Airbnb, Salesforce and General Electric (GE) consistently tops the list of best companies to work for. They share a common success ingredient – strong employer branding. The process of employer branding refers to promoting your startup as an employer of choice for prospective talents. It serves to fulfill three main functions: attract, recruit, and retain ideal employees.

Instead of pumping large amounts of resource into recruitment and retention, did you know that by investing in employer branding in the early stages of your company, you can save up to US$4723 per employee hired?

As your startup establishes a foothold in the market, it will scale up rapidly and more talent is needed to sustain the growth. This is where efforts in brand building will pay off. Strong employer branding gives you advantage in attracting talented job seekers over larger companies.

Here are some tips to get you started on building your employer brand:

Set your Employer Value Proposition (EVP)

An Employer Value Proposition (EVP) explains what makes your startup unique and reflects your competitive advantage. It must positively influence prospective and existing employees by giving them a valuable reason to want to work for you. Ideally, the EVP should outline offerings that match an employee’s career goals. To achieve this compatibility, always adopt a bottom-up approach in defining your EVP. Invest in employee engagement and listen to ground sentiments. Find out what makes them tick and what they like about the company.

For example, Airbnb, having overtaken Google as the top employer for 2016 in a Glassdoor list, alludes a big part of this achievement to its culture. An employee experience team was set up to inject ‘fun’ into the workplace through organising birthday celebrations and anniversaries. With this people-centric approach towards recruitment and retention, it is no wonder Airbnb is one of the best companies to work for.

Weave in your company narrative

When making decisions, recruiters tend to trust personal recommendations. The same applies to applicants because hiring for the right fit is a two-way street. Jobseekers refer to employee reviews and form their opinion of your company. Glassdoor is one of the platforms where they go to. Employee testimonials not only ensures authenticity but also humanizes your brand.

Salesforce has done a great job in this aspect, using a strong internal referral program. There is a #dreamjob hashtag for employees to show off on social media why they are an employer of choice. Employees post work anecdotes on Salesforce’s Instagram page.

Leverage on your digital connections

Evident from Salesforce’s success, social media is a powerful medium for employer branding. It is affordable and widely accessible. This is especially useful for startups who are often faced with budget constraints.

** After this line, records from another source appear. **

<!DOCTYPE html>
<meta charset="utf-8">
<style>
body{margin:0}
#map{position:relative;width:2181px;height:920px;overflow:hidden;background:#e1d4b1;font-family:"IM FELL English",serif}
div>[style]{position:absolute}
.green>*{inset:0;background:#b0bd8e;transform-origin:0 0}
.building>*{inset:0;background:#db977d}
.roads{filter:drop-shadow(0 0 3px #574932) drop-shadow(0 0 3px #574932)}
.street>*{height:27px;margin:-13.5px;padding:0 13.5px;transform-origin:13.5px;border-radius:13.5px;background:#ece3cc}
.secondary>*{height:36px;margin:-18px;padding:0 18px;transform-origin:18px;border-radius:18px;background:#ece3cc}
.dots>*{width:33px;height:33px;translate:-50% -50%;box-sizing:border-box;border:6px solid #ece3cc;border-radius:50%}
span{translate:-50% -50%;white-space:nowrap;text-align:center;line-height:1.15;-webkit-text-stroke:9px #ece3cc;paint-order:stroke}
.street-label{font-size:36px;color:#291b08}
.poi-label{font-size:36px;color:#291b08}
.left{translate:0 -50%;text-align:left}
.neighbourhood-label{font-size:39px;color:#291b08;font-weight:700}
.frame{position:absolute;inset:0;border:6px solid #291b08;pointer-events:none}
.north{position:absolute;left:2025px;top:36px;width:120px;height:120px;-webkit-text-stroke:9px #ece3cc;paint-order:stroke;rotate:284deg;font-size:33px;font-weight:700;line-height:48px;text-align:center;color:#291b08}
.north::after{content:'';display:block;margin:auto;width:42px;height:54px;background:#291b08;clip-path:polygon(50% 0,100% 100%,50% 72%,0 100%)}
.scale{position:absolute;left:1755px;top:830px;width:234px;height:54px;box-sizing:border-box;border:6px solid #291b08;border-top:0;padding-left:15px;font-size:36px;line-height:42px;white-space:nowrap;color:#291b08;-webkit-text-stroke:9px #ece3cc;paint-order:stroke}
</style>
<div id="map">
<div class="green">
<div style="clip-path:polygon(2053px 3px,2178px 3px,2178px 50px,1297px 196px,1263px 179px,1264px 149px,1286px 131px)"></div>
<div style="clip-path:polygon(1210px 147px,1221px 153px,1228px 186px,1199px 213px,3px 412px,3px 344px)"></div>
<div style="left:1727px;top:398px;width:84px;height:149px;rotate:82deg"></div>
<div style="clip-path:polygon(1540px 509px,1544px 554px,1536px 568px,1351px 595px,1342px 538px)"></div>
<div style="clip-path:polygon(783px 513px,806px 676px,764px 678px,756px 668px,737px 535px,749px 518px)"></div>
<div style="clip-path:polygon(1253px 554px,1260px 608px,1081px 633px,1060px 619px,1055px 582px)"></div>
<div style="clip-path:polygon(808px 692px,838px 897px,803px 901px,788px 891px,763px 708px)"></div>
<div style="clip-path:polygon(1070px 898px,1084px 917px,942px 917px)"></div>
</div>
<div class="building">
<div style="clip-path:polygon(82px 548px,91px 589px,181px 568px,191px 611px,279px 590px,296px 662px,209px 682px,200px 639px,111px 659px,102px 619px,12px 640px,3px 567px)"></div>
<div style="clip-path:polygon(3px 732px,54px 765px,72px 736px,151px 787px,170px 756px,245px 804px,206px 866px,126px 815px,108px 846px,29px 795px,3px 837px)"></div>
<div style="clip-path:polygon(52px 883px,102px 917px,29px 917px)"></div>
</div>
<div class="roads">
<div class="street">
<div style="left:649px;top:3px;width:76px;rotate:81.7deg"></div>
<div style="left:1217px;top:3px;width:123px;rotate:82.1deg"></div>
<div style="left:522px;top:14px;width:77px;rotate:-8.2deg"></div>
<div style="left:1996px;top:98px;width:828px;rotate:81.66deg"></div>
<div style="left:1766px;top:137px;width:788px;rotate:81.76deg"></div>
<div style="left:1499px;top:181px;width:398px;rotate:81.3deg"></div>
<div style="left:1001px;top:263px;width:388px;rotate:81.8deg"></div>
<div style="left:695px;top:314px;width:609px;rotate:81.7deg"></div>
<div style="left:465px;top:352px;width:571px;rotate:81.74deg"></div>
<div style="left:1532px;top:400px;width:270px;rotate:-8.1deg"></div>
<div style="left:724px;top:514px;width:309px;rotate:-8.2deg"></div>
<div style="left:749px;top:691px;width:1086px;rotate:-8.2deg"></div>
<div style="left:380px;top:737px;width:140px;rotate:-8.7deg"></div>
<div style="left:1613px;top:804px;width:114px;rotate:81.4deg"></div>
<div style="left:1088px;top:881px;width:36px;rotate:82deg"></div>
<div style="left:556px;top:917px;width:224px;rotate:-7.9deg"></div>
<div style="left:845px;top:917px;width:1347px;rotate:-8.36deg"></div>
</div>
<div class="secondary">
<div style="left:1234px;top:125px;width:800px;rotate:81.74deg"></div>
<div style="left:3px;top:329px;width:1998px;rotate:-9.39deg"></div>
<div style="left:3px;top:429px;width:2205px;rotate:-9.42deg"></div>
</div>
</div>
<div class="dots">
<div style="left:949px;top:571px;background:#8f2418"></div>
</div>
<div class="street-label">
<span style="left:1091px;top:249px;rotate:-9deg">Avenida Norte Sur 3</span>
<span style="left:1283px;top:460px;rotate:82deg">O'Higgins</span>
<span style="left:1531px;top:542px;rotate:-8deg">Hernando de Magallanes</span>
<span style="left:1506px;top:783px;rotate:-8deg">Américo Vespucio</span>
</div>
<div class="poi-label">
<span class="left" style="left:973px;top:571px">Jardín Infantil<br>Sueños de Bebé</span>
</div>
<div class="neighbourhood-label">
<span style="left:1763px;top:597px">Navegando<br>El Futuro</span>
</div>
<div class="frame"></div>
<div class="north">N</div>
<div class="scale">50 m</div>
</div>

With a 21 percent increase in active social media users from January 2016, online communities are expanding. That’s a whooping 482 million users! Leveraging on social media’s influence, startups can engage with potential hires easily.

General Electric (GE) has done exactly that with its integrated social media strategy. The strategy engages stakeholders ranging from science enthusiasts to data scientists. Using a business case challenge with Kaggle, a crowdsourcing community for data scientists. The competition invites participants to propose innovative solutions for problems faced by GE.

Startups may not have the capacity to launch a multi-pronged strategy like GE, but it is never too late to start small. To begin, you can concentrate employer branding efforts on selected platforms. Develop a long-term plan to engage and excite followers regularly with quality content. With a sustained presence, you can then work towards more intimate engagement. It converts followers into brand ambassadors.

After following these steps to build your employer brand, it is time to evaluate the effectiveness of your efforts. This can be done by surveying ground sentiments from employees on what they like about the company and looking at the quality of applicants for your job openings. Amid today’s war for talent, it is important to ensure your startup projects the right messages and identity to attract suitable talent.